Описанный сравнительный количественный протеомических подход направлен на получение представление в состав мультибелковых комплексов при различных условиях и продемонстрировано сравнением генетически различных штаммов. Для количественного анализа равные объемы различных фракций с градиентом плотности сахарозы, смешивают и анализировали с помощью масс-спектрометрии.
Введенный протокол предоставляет инструмент для анализа мультибелковых комплексов в тилакоидной мембраны, путем выявления понимание сложного состава в различных условиях. В этом протоколе подход продемонстрирована сравнением состав белкового комплекса, отвечающего за циклического потока электронов (CEF) в Chlamydomonas reinhardtii, изолированного от генетически различных штаммов. Процедура включает в себя изоляцию тилакоидных мембран, после чего их разделения на мультибелковых комплексов в градиенте плотности сахарозы центрифугирования, SDS-PAGE, иммунологического и сравнительного, количественного масс-спектрометрии (МС) на основе дифференциального метаболического маркировки (14 Н / 15 п) проанализированные штаммы. Моющие солюбилизированные тилакоидные мембраны загружаются на градиентах плотности сахарозы при равной концентрации хлорофилла. После ультрацентрифугированием, градиенты разделены на фракции, которые проанализированы масс-spectrometры на основе равного объема. Такой подход позволяет исследование состава в градиентных фракций и, кроме того, чтобы проанализировать миграционного поведения различных белков, который специально разработан для ANR1, CAS, и PGRL1. Кроме того, этот метод продемонстрировано подтверждает результаты иммуноблоттинга с и, кроме того, поддерживая выводы из предыдущих исследований (идентификации и PSI-зависимой миграции белков, которые были ранее описанных быть частью CEF-суперсложные таких как PGRL1, FNR, и цит е).
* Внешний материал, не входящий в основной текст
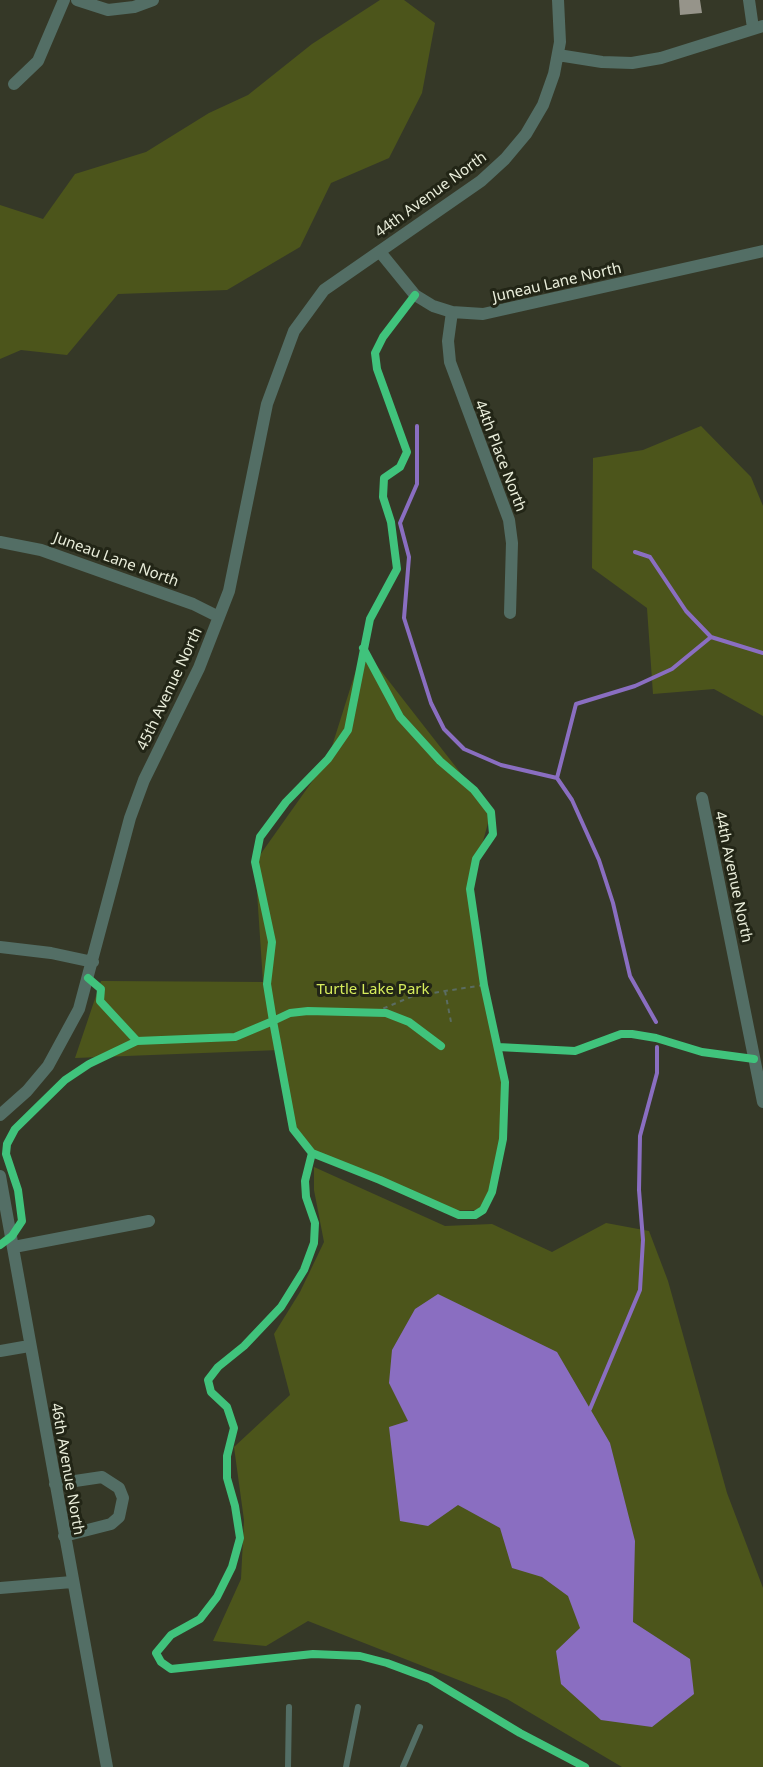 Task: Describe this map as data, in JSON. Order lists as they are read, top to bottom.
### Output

Примечательно, что этот подход применим для решения широкого круга вопросов, для которых этот протокол могут быть приняты и, например, используемых для сравнительного анализа мультибелкового сложного состава, выделенного из различных условиях окружающей среды.
Фотосинтетические процессы в тилакоидных мембран растений и водорослей может функционировать в линейном и циклическом режиме. Во линейного электронного потока (LEF) фотосистемы I (PSI), фотосистемы II (ФС) и цитохром б 6 / F в конечном счете переноса электронов от воды к НАДФ + 1, что приводит к генерации НАДФН и АТФ 2. В противоположность этому, циклический поток электронов (CEF), который, как известно, индуцированный в разнообразных условиях окружающей среды, таких как состояние 2 3 и 4 анаэробных условиях, приводит к уменьшению повторного окисленного PSI инжекцией электронов обратно в цепи транспорта электронов. Этот процесс может происходить либо в стромальных стороне цитохрома Ь 6 / ж комплекса 1 или на пластохинона бассейн 5 и генерирует АТФ, но не НАДФН 2.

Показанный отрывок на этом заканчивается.